Par Jacques Droz
Né le 18 avril 1896 à Berlin, mort le 31 mars 1977 à Londres (Grande-Bretagne) ; militant social-démocrate antinazi, théoricien du mouvement Neu Beginnen.
Issu d’une famille de commerçants israélites, Walther Löwenheim entra après la guerre dans le groupe Spartakus, puis dans la Freie Sozialistische Jugend, puis au KPD où il suivit la tendance Paul Levi et dont il sortit en 1924 pour entrer au SPD. Dès 1929, il fonda la Leninistische Organisation (LO) qui envisageait un renouvellement complet du mouvement ouvrier allemand : renonçant à la fusion des deux grands partis ouvriers, il se donnait pour objectif de les pénétrer (durchdringen), de s’y faire des partisans et de résoudre ainsi les éléments de discorde. Cette organisation devait être secrète et conspiratrice selon les directives fixées par Lénine dans Que faire ? et soumise à une formation intensive de ses membres, dans le but de constituer une nouvelle élite révolutionnaire. LO se trouva ainsi, après la prise du pouvoir par Hitler, déjà préparé à la lutte clandestine, ce qui n’empêcha pas Löwenheim de prendre des contacts avec l’étranger et de demander la reconnaissance par l’Internationale socialiste. En septembre 1933, sous le pseudonyme de Miles, il envoya à la maison d’édition Graphia de Karlsbad le programme de Neu Beginnen, répandu en Allemagne avec le titre falsifié (Tarnschrift) : Arthur Schopenhauer, über Religion. L’auteur y faisait la critique la plus sévère des deux grands partis qui n’avaient pas su, du fait de leurs divisions, s’opposer à Hitler et organiser une lutte illégale. Ils étaient l’un et l’autre victimes d’une interprétation fausse du marxisme qui leur faisait croire d’une part à la spontanéité révolutionnaire des masses, d’autre part à la victoire inéluctable du socialisme. L’erreur était d’autant plus grave que le national-socialisme, loin d’être, comme ils le pensaient, un événement sans lendemain, était une tendance fondamentale de l’époque et susceptible d’extension à tous les États européens. Tout en ridiculisant la thèse du « mandat » reçu que soutenait la SOPADE et en dénonçant dans le KPD une émanation du Komintern, Löwenheim avait l’espoir de grouper les éléments les plus clairvoyants du monde ouvrier dans une nouvelle Internationale. La « nouvelle gauche » dont Miles était le théoricien, se distinguait de l’« ancienne gauche », celle de Aufhäuser et de Bochel, par son rejet total des idéologies et des pratiques politiques des partis ouvriers.

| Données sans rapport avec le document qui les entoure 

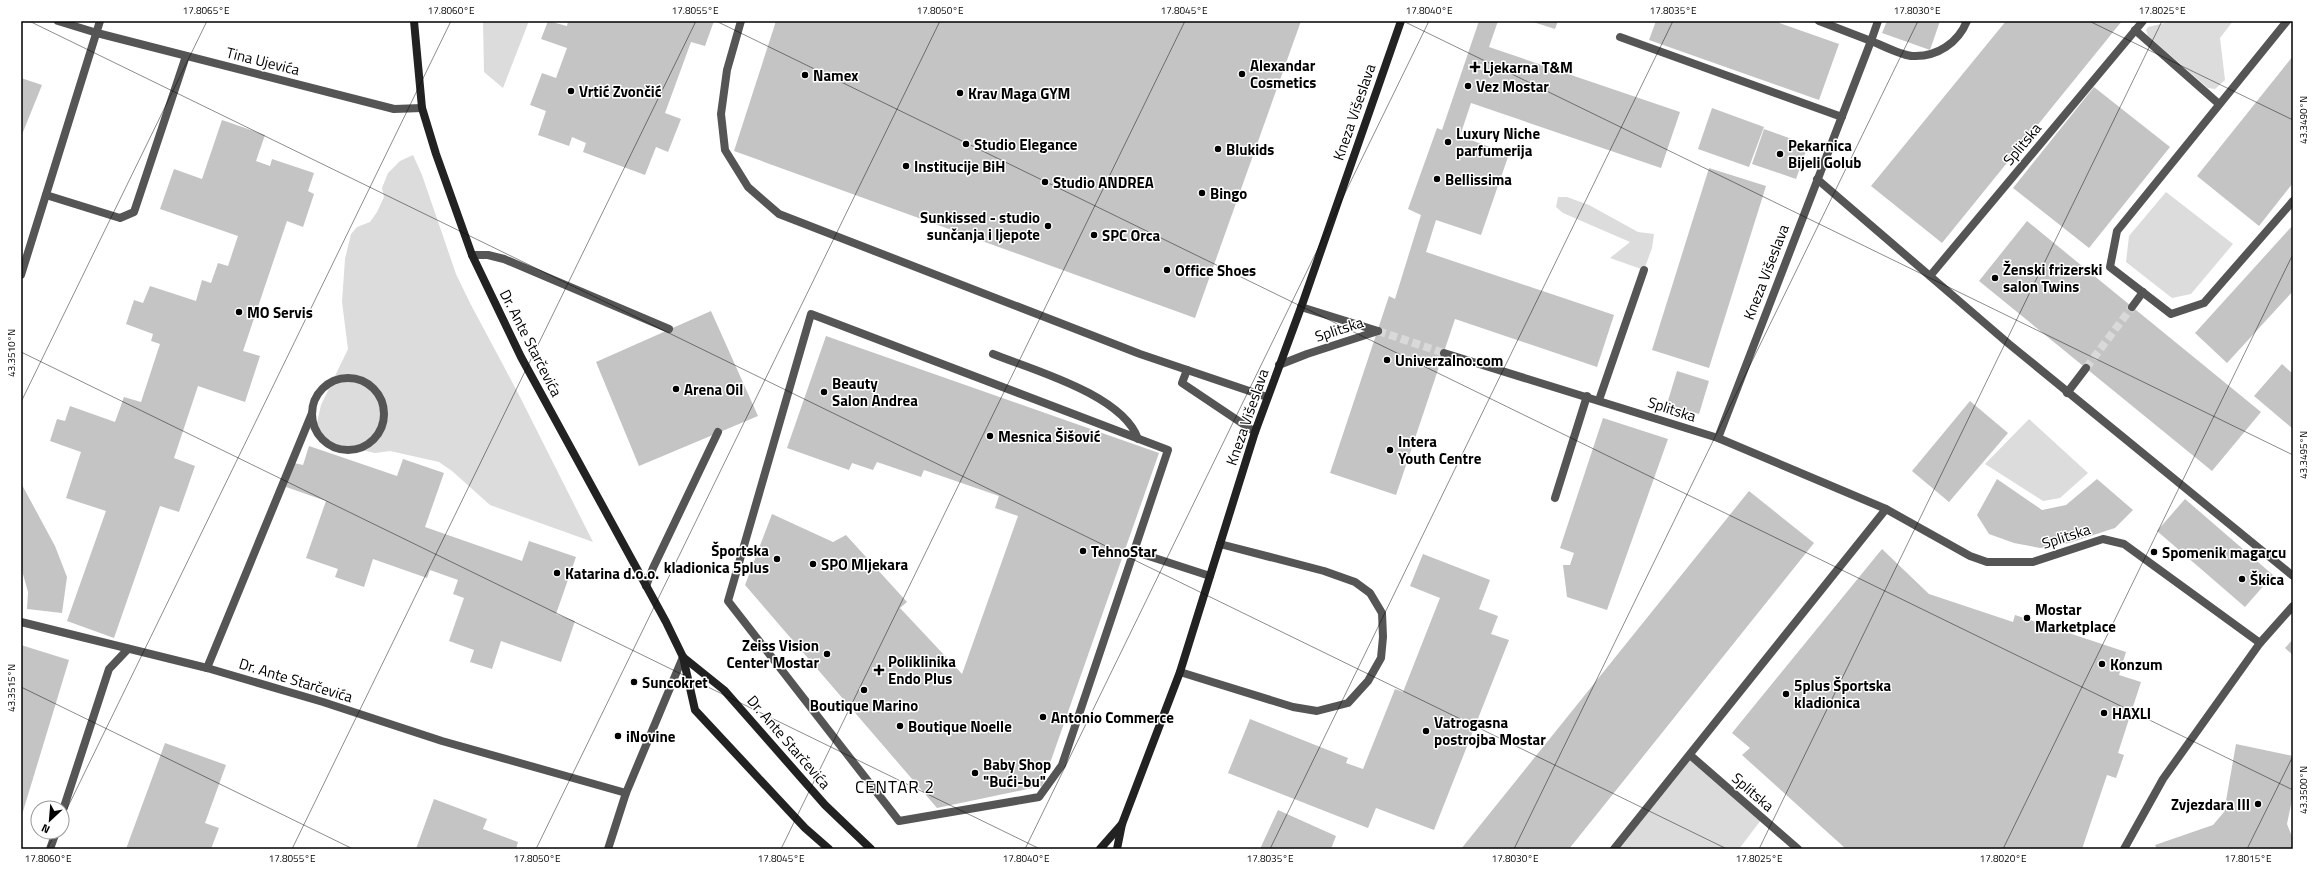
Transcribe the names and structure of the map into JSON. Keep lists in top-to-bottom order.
{
  "streets": {
    "main road": ["Kneza Višeslava", "Dr. Ante Starčevića"],
    "street": ["Tina Ujevića", "Splitska"]
  },
  "crossings": [
    ["Tina Ujevića", "Dr. Ante Starčevića"],
    ["Kneza Višeslava", "Splitska"]
  ],
  "districts": ["CENTAR 2"],
  "places": {
    "health": ["Ljekarna T&M", "Poliklinika Endo Plus"],
    "other": [
      "Alexandar Cosmetics",
      "Namex",
      "Vez Mostar",
      "Vrtić Zvončić",
      "Krav Maga GYM",
      "Luxury Niche parfumerija",
      "Studio Elegance",
      "Blukids",
      "Pekarnica Bijeli Golub",
      "Institucije BiH",
      "Bellissima",
      "Studio ANDREA",
      "Bingo",
      "Sunkissed - studio sunčanja i ljepote",
      "SPC Orca",
      "Office Shoes",
      "Ženski frizerski salon Twins",
      "MO Servis",
      "Univerzalno.com",
      "Arena Oil",
      "Beauty Salon Andrea",
      "Mesnica Šišović",
      "Intera Youth Centre",
      "TehnoStar",
      "Spomenik magarcu",
      "Športska kladionica 5plus",
      "SPO Mljekara",
      "Katarina d.o.o.",
      "Škica",
      "Mostar Marketplace",
      "Zeiss Vision Center Mostar",
      "Konzum",
      "Suncokret",
      "Boutique Marino",
      "5plus Športska kladionica",
      "HAXLI",
      "Antonio Commerce",
      "Boutique Noelle",
      "Vatrogasna postrojba Mostar",
      "iNovine",
      "Baby Shop \"Bući-bu\"",
      "Zvjezdara III"
    ]
  },
  "north": "bottom left",
  "coordinates": [
    "17.8065°E",
    "17.8060°E",
    "17.8055°E",
    "17.8050°E",
    "17.8045°E",
    "17.8040°E",
    "17.8035°E",
    "17.8030°E",
    "17.8025°E",
    "43.3490°N",
    "43.3510°N",
    "43.3495°N",
    "43.3515°N",
    "43.3500°N",
    "17.8020°E",
    "17.8015°E"
  ]
}
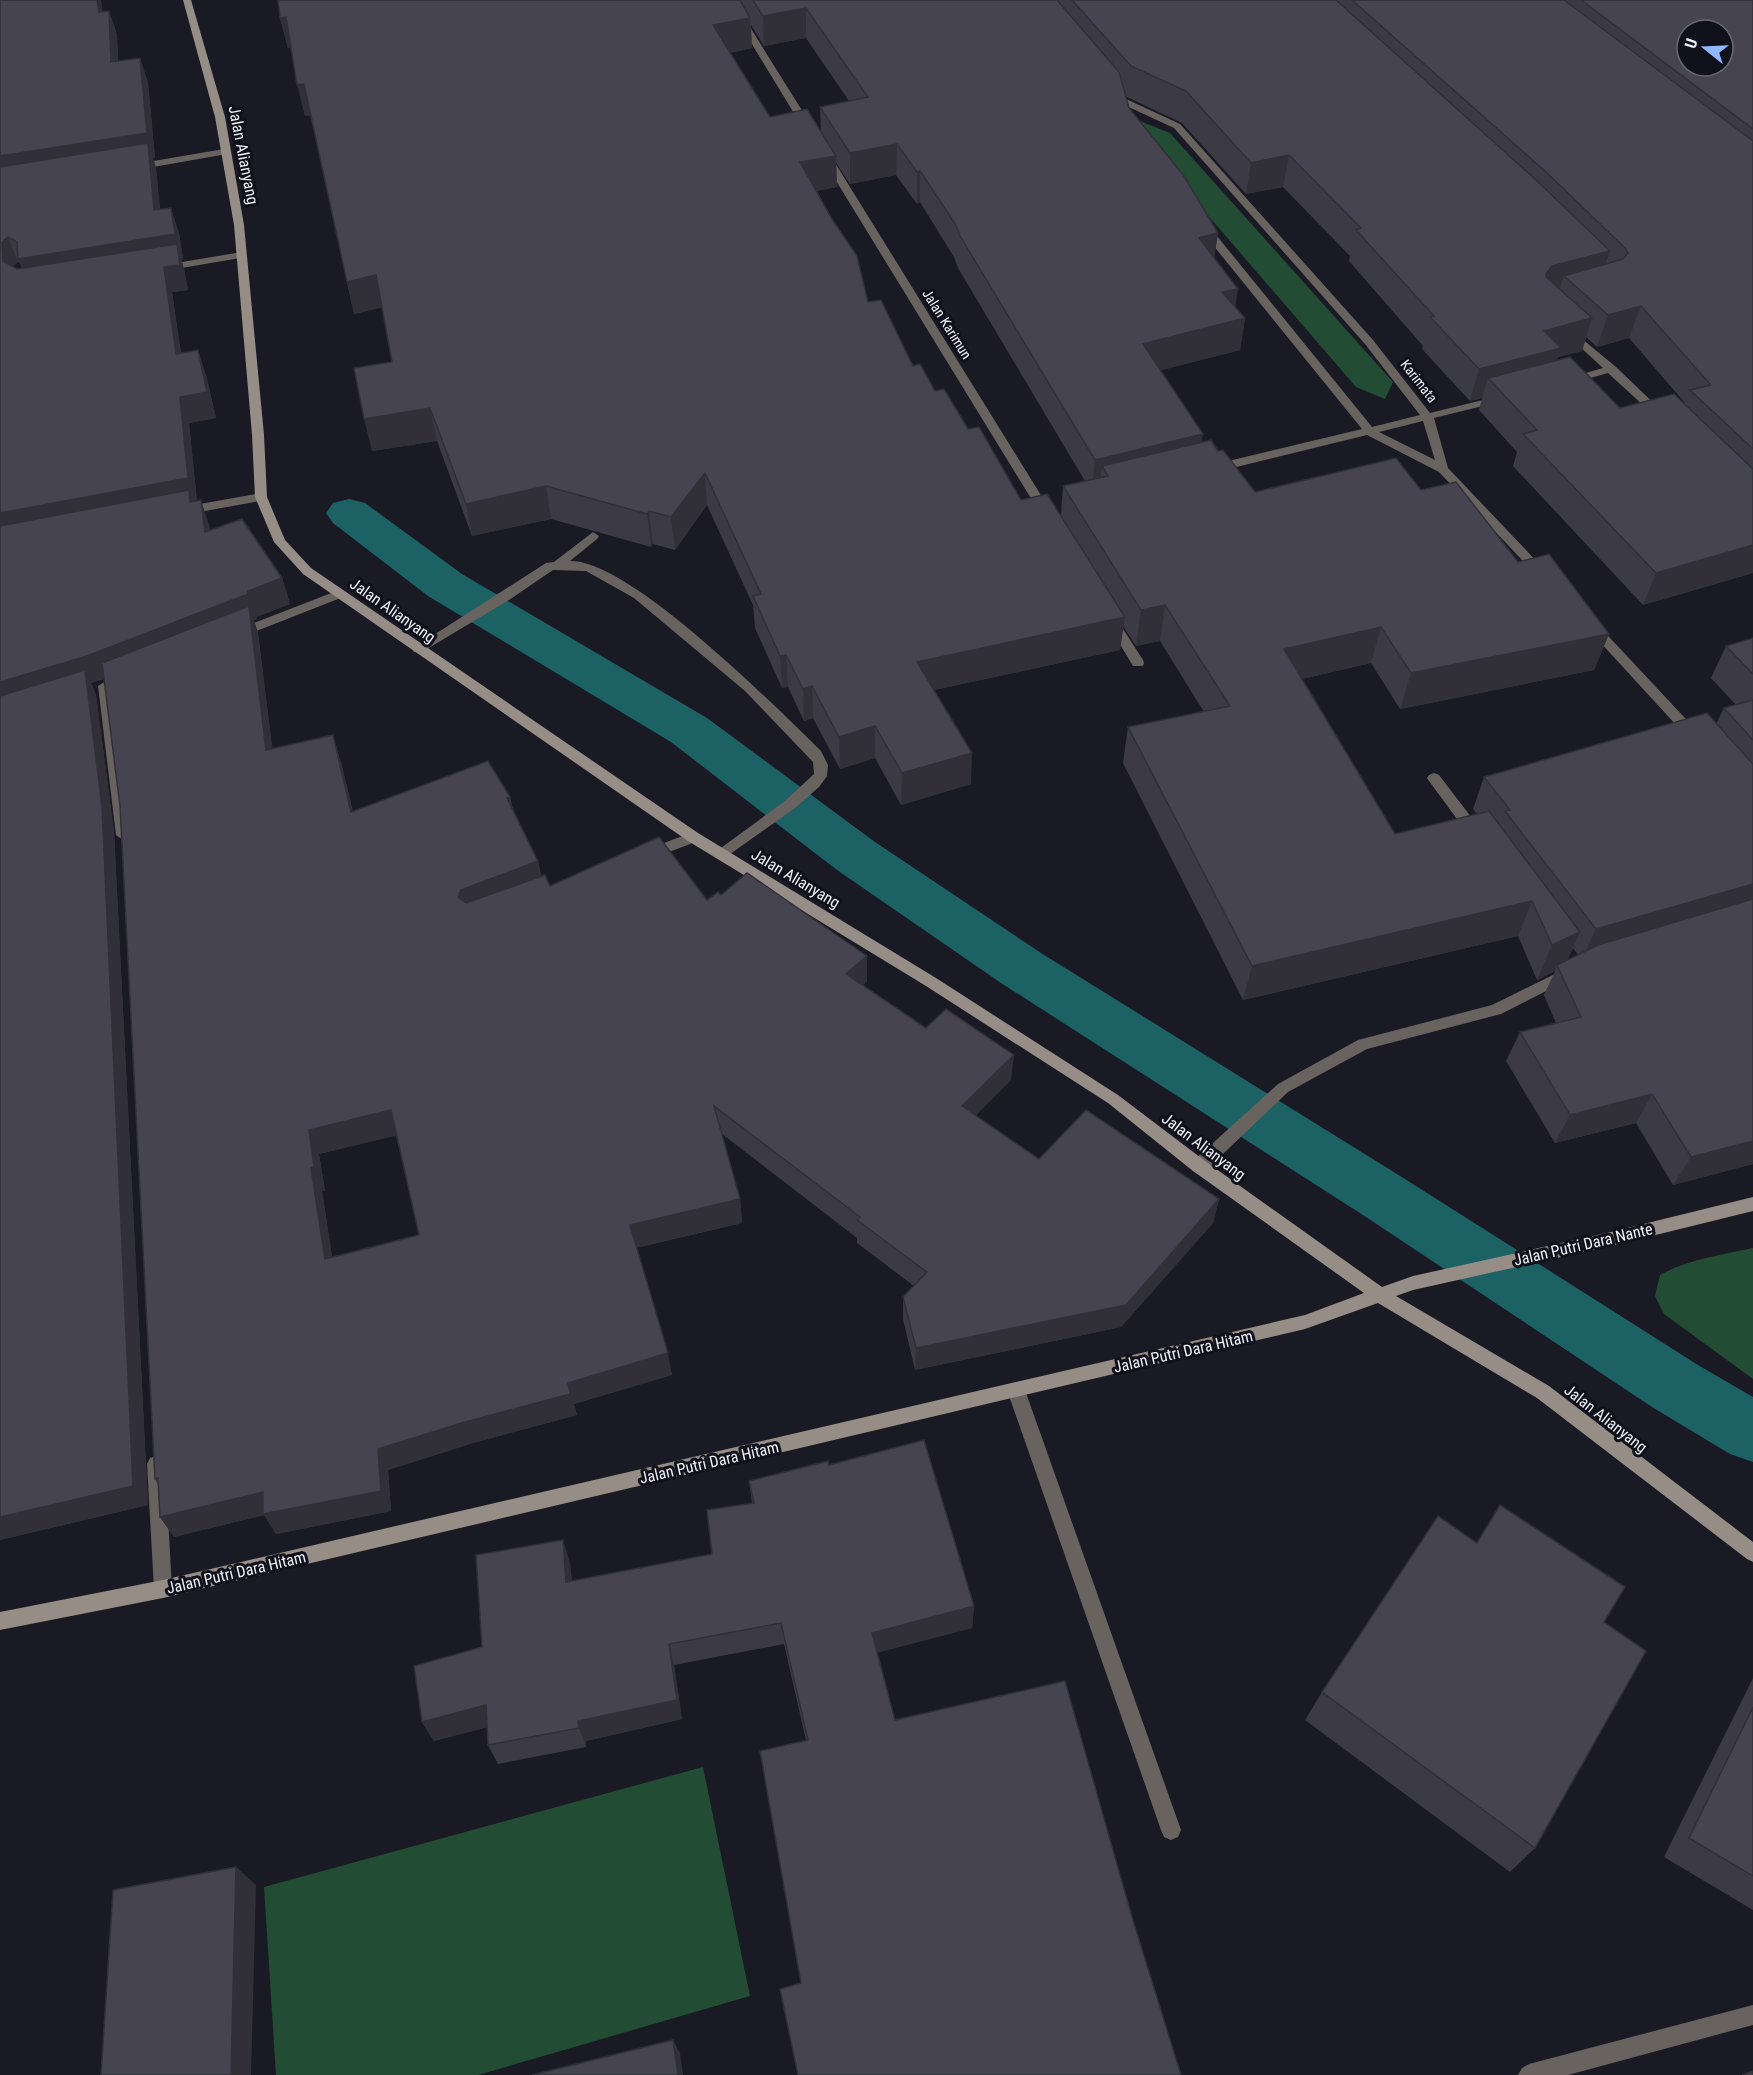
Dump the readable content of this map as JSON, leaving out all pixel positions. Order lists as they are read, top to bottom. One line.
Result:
{"streets":{"street":["Jalan Alianyang","Jalan Karimun","Karimata","Jalan Putri Dara Nante","Jalan Putri Dara Hitam"]},"crossings":[["Jalan Alianyang","Jalan Putri Dara Hitam"],["Jalan Putri Dara Nante","Jalan Putri Dara Hitam"]],"north":"left"}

Grâce à l’appui que lui donna de Prague Karl Frank, Neu Beginnen put remporter quelques succès de propagande ; le groupe échappa un certain temps aux recherches de la Gestapo. Mais la SOPADE ayant coupé à Neu Beginnen son appui financier fin 1934, Löwenheim, devant la résistance qu’il rencontra dans ses propres rangs de Richard Löwenthal et de Werner Peuke qui voulaient poursuivre la résistance en Allemagne même, considéra la réunion des forces marxistes en Allemagne comme impossible et déclara Neu Beginnen dissous, invitant ses membres à adhérer individuellement au Parti socialiste. Lui-même émigra en Tchécoslovaquie, puis en Angleterre où il choisit le métier d’ingénieur sans plus se soucier de politique active, mais gardait autour de lui un groupe de chauds partisans.
Par Jacques Droz
ŒUVRE : Die proletarische Revolution, 1931. — Neu Beginnen ! Faschismus oder Sozialismus als Diskussionsgrundlage der Sozialisten Deutschlands, 1933 (trad. franç. par A.M. Bracke-Desrousseaux : Nouveau départ, 1934) — Socialism’s New Start, 1934. — Miles, Eine Weit im Umbruch. Zur Auseinandersetzung um die Krise unserer Zeit, 1961.
SOURCES : LJ. Edinger, German Exile Politics, Berkeley, Los Angeles, 1956. — K. Kliem, Der sozialistische Widerstand gegen das Dritte Reich, dargestellt an der Gruppe « Neu Beginnen », Diss. Marburg, 1957. — H.J. Reichhardt, Neu Beginnen. Ein Beitrag zur Geschichte des Widerstandes der Arbeiter gegen den Nationalsozialismus, Berlin, 1963. — Rœder et Strauss, op. cit.